I was first handed the drug at a party. That was where I met Danny. He slipped me a needle and told me what to do. He told me it would make me feel better, take all of my pain away. And it did.

Danny was a light skinned, emo-looking boy. He had black hair that fell to his ears and constantly fell in his face. He was extremely gorgeous. We weren't dating but I guess you could say we were....friends with _benefits_. He was an amazing kisser, and could do things with his tongue you wouldn't think possible.

I guess you could say I look like shit. I am a lot skinnier than I use to be, as a result of the drugs making me not hungry all the time.
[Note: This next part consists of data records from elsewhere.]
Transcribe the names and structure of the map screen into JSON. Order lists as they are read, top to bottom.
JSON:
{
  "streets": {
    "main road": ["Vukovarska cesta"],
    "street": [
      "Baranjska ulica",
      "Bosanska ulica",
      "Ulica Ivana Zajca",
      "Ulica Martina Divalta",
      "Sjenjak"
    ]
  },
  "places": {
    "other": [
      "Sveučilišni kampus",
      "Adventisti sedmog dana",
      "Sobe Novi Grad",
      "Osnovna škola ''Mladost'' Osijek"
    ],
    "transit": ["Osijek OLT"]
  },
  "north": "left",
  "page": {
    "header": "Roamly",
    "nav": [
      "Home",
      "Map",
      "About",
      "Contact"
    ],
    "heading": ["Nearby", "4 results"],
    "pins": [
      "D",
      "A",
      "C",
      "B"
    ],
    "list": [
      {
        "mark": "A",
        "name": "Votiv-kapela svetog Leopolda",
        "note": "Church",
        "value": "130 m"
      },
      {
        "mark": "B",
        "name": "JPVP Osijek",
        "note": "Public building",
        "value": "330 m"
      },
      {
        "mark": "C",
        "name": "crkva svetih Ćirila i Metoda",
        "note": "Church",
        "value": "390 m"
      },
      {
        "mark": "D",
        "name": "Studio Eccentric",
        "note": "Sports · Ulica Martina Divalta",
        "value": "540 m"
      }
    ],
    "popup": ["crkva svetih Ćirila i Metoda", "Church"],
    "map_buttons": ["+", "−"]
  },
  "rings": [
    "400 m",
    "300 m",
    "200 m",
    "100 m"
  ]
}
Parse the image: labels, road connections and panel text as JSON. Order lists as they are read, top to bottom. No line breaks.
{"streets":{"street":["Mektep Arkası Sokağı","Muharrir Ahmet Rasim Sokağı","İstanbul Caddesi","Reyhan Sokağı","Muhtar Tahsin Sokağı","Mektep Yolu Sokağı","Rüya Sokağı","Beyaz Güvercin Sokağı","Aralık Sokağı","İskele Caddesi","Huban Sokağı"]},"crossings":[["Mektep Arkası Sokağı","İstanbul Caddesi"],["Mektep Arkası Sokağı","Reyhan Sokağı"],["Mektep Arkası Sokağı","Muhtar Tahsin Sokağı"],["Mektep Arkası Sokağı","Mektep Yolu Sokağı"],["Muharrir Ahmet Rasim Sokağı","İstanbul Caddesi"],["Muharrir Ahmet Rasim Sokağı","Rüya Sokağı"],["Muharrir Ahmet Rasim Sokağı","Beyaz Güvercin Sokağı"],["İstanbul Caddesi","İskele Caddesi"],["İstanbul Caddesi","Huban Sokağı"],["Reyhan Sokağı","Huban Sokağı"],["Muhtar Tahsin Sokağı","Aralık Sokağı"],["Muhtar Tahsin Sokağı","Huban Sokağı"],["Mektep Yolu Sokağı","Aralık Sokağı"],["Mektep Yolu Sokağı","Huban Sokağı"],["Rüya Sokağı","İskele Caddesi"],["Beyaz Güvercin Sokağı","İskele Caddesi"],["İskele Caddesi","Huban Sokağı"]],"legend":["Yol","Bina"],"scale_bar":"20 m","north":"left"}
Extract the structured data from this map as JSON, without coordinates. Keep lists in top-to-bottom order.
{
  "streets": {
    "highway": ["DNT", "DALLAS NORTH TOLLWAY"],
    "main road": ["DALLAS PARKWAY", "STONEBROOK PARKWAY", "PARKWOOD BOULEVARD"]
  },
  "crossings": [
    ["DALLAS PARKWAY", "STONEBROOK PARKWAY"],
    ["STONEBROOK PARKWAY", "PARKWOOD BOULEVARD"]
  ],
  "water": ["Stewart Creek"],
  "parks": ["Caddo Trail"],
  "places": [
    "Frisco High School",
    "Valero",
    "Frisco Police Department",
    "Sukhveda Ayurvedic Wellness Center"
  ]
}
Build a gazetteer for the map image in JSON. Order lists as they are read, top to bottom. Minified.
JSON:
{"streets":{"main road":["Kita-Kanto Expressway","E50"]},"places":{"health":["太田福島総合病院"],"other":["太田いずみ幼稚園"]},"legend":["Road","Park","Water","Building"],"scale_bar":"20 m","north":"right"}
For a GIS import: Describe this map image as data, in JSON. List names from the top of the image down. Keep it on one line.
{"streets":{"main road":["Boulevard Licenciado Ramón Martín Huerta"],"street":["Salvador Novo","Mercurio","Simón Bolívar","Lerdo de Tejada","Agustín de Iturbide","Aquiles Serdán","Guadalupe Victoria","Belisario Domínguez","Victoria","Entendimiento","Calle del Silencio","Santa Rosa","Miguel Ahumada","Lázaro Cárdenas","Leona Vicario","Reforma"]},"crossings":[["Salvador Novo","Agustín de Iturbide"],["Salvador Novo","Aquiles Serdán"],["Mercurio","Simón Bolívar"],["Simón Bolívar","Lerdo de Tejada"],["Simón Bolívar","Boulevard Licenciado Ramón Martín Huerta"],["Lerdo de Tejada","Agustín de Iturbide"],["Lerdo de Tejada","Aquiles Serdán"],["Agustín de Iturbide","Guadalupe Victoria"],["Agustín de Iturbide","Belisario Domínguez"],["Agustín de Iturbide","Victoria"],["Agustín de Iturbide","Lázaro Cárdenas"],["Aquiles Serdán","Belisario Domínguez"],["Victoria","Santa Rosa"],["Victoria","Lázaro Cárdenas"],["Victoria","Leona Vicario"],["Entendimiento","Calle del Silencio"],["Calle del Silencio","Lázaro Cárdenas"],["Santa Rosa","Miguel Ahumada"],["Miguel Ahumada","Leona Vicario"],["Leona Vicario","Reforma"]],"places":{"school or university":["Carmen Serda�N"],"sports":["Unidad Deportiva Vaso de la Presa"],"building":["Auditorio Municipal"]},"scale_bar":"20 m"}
There are hundreds of slices across both of my arms from where I cut on a daily basis, many times a day. Track marks litter my arm at the inside of my elbow, and my eyes are always bloodshot. My originally brown hair has been dyed to jet black.

But when I take the drugs, it makes everything better. Not good, but better. Cutting helps me remind myself that I at least have control over what happens to _me_, since I have no control over anything else in my life. Especially him. I hate him. I honestly do. He did this to me....this pain. He was the one that hurt me, he was the one that killed me....with his own knife. He carries my blood on his sleeve. Wherever the hell he is, I hope he's fucking happy.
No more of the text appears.